高知を代表するミュージアムは、アンパンマンと牧野植物園である.

やなせ・たかしと、牧野富太郎のモニュメントでもある.

お墓もまた、ピラミッドの昔からモニュメントである.

観光資源でもなく、目を留められることもない.

ひっそりとたたずんでいるが、そこには心を打つものがある.

世に先駆けて森林鉄道の機関車を開発しながら、不遇に終わった一職工の跡も墓地に探った.

 

2017年3月24日 修正版

 

(香北町のアンパンマン)

 

1.アンパンマンミュージアム

 

アンパンマン施設はよそにもあるが、商業目的である.

高知は、故やなせ・たかし氏が育った土地である.

氏が力を入れた「詩とメルヘン絵本館」もある山の中のミュージアムは、「やなせ記念館」としてふさわしい.
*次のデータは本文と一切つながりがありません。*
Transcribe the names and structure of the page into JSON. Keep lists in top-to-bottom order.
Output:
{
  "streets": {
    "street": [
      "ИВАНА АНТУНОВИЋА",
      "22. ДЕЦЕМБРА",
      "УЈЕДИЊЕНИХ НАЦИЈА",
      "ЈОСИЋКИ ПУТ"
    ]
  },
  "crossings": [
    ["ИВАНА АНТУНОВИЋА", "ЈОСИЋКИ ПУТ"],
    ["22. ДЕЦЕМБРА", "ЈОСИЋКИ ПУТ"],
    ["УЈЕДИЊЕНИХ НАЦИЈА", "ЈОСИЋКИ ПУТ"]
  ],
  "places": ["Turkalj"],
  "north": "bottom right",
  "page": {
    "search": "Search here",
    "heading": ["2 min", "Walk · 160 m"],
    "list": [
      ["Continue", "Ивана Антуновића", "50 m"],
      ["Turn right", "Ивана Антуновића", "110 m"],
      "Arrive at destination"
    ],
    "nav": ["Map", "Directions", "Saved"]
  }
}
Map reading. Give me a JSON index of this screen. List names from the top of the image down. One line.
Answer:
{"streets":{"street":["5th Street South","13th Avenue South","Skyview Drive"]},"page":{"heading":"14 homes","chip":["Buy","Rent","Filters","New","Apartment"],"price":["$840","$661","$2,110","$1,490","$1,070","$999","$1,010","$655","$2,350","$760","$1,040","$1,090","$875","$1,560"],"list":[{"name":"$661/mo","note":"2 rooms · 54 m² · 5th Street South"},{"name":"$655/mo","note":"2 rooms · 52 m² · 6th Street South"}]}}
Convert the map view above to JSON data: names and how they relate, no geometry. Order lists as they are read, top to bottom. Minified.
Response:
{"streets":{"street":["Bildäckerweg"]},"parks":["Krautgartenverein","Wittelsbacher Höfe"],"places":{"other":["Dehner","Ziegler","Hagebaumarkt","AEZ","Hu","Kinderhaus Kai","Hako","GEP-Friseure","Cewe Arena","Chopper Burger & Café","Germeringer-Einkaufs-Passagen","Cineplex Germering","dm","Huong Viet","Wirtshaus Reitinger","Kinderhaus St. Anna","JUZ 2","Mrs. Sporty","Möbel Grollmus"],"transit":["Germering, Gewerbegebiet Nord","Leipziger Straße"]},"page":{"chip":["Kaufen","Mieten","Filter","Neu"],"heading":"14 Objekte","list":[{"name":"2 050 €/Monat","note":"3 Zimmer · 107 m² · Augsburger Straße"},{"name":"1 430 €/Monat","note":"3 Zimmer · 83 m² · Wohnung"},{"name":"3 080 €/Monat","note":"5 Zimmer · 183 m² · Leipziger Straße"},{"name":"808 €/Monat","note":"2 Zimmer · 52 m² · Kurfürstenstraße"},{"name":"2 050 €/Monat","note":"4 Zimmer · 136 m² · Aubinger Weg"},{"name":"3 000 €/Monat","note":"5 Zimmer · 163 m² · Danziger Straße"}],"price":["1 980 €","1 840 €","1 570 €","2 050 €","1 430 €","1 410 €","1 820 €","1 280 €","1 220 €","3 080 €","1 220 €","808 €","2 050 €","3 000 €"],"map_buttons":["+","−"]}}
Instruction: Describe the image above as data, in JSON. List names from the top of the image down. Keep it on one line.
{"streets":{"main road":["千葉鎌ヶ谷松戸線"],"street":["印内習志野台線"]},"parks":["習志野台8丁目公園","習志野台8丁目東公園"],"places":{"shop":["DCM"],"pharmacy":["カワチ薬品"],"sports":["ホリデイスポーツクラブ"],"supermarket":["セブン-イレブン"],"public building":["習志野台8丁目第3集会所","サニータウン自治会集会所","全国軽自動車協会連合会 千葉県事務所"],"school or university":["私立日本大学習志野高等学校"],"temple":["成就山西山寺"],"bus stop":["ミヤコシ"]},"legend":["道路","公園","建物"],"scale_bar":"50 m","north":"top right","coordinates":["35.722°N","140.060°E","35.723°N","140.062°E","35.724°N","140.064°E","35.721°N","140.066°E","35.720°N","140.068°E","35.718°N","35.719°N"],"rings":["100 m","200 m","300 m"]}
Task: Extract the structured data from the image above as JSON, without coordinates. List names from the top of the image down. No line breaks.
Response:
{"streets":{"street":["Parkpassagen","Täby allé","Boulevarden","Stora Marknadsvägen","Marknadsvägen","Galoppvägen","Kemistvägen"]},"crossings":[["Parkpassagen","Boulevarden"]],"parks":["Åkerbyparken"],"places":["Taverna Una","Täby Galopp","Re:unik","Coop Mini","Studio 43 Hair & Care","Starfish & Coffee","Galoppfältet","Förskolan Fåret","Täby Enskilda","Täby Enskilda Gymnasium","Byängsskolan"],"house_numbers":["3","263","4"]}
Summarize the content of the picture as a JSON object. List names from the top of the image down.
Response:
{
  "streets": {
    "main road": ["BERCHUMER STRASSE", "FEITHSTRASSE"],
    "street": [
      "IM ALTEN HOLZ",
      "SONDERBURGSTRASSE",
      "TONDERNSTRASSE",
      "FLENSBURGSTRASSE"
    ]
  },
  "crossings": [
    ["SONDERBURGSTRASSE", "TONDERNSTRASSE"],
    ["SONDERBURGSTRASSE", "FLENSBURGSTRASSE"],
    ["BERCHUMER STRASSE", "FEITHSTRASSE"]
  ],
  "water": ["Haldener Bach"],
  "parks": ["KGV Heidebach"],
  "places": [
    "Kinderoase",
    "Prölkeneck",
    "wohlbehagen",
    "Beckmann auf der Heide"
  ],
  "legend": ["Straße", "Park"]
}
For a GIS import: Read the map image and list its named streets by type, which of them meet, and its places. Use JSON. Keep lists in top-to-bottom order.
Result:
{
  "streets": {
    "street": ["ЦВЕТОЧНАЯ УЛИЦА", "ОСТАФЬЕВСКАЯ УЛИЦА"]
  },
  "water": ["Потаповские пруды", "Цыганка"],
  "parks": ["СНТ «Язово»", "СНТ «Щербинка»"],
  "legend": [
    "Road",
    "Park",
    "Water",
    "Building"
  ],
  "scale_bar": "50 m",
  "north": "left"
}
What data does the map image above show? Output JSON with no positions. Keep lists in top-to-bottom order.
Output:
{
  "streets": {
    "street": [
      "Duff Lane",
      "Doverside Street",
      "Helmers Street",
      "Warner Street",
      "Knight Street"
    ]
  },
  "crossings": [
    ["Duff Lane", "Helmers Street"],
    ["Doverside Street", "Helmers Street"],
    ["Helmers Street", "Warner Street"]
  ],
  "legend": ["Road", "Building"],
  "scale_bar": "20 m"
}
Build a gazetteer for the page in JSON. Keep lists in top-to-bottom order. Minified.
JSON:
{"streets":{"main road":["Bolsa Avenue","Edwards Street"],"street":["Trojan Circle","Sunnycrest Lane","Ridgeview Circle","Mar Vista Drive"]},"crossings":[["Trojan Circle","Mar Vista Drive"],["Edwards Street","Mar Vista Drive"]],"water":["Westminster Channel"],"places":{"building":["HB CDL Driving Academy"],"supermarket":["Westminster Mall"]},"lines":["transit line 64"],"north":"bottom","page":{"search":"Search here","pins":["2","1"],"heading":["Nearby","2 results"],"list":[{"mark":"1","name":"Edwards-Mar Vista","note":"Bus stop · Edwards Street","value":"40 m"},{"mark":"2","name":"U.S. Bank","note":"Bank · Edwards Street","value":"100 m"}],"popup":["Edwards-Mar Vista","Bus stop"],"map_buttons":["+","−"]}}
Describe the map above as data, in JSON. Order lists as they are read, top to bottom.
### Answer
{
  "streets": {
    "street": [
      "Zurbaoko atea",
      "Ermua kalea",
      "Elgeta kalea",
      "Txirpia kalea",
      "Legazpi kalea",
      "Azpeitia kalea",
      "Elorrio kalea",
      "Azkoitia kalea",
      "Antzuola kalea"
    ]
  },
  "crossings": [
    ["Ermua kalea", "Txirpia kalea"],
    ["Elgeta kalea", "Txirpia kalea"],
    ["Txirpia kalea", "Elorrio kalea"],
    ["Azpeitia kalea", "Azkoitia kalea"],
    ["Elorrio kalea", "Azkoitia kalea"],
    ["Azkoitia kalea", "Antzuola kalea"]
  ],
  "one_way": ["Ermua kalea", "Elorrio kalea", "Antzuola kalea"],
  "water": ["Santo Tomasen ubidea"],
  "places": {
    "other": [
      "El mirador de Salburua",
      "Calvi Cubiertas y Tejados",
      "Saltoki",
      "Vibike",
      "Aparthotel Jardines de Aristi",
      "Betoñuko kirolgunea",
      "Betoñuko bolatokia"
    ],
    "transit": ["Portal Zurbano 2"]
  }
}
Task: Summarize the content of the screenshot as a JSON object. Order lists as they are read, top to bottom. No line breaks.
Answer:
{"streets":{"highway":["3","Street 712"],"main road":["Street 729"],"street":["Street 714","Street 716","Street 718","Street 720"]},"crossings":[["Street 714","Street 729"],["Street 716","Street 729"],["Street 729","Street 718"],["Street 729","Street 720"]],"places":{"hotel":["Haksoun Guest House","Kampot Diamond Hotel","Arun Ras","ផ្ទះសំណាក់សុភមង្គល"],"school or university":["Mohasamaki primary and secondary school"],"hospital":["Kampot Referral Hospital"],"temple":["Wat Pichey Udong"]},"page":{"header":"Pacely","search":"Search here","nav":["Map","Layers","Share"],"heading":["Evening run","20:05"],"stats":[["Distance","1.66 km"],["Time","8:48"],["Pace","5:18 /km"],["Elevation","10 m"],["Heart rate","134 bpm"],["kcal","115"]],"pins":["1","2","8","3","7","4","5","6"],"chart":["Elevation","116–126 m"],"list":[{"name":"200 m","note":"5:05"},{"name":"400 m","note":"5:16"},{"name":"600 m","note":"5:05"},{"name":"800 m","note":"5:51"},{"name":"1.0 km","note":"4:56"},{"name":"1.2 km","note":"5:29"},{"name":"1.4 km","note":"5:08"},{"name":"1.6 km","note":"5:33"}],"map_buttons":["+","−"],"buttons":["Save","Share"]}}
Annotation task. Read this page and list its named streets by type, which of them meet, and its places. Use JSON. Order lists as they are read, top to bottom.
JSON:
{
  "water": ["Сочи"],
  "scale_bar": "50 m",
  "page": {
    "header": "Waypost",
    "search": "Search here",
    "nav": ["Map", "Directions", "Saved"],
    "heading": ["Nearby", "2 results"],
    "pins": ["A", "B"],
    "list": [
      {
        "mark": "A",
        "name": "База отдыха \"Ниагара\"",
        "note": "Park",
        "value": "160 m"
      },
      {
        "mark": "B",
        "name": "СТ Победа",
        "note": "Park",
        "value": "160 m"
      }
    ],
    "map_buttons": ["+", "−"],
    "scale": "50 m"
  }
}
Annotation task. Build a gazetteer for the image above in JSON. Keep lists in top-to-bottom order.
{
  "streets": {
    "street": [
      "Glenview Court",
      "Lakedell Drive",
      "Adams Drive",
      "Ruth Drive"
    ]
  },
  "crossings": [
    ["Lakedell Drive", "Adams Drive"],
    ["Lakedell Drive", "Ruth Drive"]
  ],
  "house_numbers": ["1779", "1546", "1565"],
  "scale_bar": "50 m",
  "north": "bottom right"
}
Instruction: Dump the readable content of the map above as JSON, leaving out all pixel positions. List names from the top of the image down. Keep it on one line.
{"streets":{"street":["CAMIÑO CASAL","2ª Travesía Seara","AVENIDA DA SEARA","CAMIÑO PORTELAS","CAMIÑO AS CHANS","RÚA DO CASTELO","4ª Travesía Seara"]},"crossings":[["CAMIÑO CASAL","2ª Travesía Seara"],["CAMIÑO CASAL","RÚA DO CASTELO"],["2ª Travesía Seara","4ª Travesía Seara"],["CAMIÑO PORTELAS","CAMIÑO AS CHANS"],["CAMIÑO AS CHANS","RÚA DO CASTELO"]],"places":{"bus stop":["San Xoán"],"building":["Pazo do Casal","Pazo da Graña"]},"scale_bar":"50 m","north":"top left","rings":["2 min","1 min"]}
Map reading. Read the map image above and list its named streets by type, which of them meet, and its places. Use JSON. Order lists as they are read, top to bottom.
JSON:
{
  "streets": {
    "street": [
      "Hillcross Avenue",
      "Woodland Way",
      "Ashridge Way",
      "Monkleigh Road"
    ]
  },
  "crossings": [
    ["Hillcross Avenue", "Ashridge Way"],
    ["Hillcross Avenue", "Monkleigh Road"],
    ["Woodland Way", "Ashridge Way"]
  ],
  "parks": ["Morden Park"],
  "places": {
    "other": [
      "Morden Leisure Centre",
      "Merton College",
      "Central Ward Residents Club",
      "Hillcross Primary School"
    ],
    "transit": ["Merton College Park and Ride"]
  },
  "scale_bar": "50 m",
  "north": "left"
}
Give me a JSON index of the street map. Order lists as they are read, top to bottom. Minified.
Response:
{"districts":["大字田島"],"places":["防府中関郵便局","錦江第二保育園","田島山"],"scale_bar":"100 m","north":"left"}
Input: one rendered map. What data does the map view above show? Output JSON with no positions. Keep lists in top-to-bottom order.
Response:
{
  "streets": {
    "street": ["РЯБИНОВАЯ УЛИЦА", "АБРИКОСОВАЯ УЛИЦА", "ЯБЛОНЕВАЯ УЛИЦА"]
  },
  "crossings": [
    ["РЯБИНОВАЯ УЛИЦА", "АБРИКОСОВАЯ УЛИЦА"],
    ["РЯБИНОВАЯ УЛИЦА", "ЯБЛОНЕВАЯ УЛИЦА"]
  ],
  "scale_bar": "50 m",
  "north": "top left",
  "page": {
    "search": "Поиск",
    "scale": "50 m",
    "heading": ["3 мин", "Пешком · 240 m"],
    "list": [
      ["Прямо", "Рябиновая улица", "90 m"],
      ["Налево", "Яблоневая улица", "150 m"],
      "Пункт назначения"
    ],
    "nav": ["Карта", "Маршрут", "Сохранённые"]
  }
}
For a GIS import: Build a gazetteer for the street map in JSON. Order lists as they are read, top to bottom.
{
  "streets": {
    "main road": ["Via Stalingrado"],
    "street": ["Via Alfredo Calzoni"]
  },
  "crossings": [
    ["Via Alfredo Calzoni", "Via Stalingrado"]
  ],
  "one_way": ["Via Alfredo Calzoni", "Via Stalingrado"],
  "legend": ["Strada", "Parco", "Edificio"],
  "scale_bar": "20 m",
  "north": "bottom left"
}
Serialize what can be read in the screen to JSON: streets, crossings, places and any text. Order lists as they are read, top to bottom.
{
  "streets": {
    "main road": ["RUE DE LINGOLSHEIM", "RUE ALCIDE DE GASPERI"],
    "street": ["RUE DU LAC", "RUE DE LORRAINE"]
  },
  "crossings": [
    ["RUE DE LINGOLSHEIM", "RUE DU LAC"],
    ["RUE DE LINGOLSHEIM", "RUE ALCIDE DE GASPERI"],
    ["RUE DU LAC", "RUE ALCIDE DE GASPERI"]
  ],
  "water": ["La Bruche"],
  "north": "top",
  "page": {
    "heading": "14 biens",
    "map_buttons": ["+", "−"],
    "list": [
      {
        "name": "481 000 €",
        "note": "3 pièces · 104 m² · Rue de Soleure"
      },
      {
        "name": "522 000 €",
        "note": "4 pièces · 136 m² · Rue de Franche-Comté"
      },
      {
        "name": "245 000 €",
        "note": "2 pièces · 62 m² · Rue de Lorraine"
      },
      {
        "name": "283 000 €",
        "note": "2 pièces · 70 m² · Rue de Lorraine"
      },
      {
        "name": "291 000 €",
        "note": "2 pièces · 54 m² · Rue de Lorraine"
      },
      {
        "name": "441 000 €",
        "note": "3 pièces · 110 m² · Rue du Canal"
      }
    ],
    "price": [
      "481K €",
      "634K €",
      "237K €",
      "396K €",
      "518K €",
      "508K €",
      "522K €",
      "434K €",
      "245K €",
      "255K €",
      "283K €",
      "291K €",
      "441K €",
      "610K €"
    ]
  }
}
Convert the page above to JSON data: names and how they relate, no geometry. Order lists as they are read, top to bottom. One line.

やなせ氏作のキャラクターは高知に数多く、大変お世話になった.

ごめん・なはり線の各駅ごとに、氏が制作したキャラクターがある.

鉄道として一つ、とお願いしたところ、全部の駅に作りましょう、ということになったのだそうだ.

ある女の子は「アンパンマンなんて大いっ嫌い!だっていつも負けてばっかりだもん」と言った.

別の男の子は「ロールパンナちゃん」が一番好きだという.

善悪二面を持っていて、自分の中で常に葛藤があるフクザツさが魅力らしい.

アンパンマンストーリーは単純に見えて、そうではない.

 

2.牧野植物園

 

(植物園のエントランス)

 

山上の広大な敷地に牧野植物園がある.

植物学者、佐川町出身の牧野富太郎記念の施設である.

牧野は幼少の時から植物好きで、標本を採集し、調べ、同定し、新種を見つけてきた.

学歴はないが、やがて東京大学の助手となった.

そして図鑑を出し、植物好きの人たちを指導してきた.

高知営林局でも、植生も知らなくてはならないとのことから、氏を招いて山林で実習を行ったことがあった.

氏はトレードマークの蝶ネクタイで現れ、署員とともに山を歩き回った.

「何を訊いても知らないことはない.

初歩的なことを訊ねても、そんなことも知らないのか、と言われるようなことはない.

時間を忘れ、丁寧に詳しく説明してくれる.

夜宿舎に戻れば、採集した植物を早速標本にしている.

ほとほと感じ入った.」

と参加者が述べている.

本当に植物が好きなのである.

そしてその楽しさを多くの人に伝え、喜んで欲しいのである.

その点で、現在の魚類の「Sクン」の植物学者版と言ってよい.

氏はアカデミックで理論を追及する大学では異端の存在で、白眼視もされた.

しかし栄達を離れ、「好きだから好き」と植物に捧げた一生は、正真正銘の「いごっそう」である.

それ故に、高知県民の親しみと尊敬を集めている.

 

(牧野植物園で)

 

3.詳しい説明

 

有名人の顕彰碑や銅像を建てたりするが、その個人版がお墓である.

最近墓石は業者の営業努力で、そのほとんどが建て替えられている.

ピカピカの石ばかりなので、幽霊が出没して肝試しを行うイメージから、ほど遠くなった.

ウオーキングで山道を登るところにT.Kさんの墓石がある.

「さん」と言っても知人ではないが、知っている.

2面に渡って経歴が刻まれているからである.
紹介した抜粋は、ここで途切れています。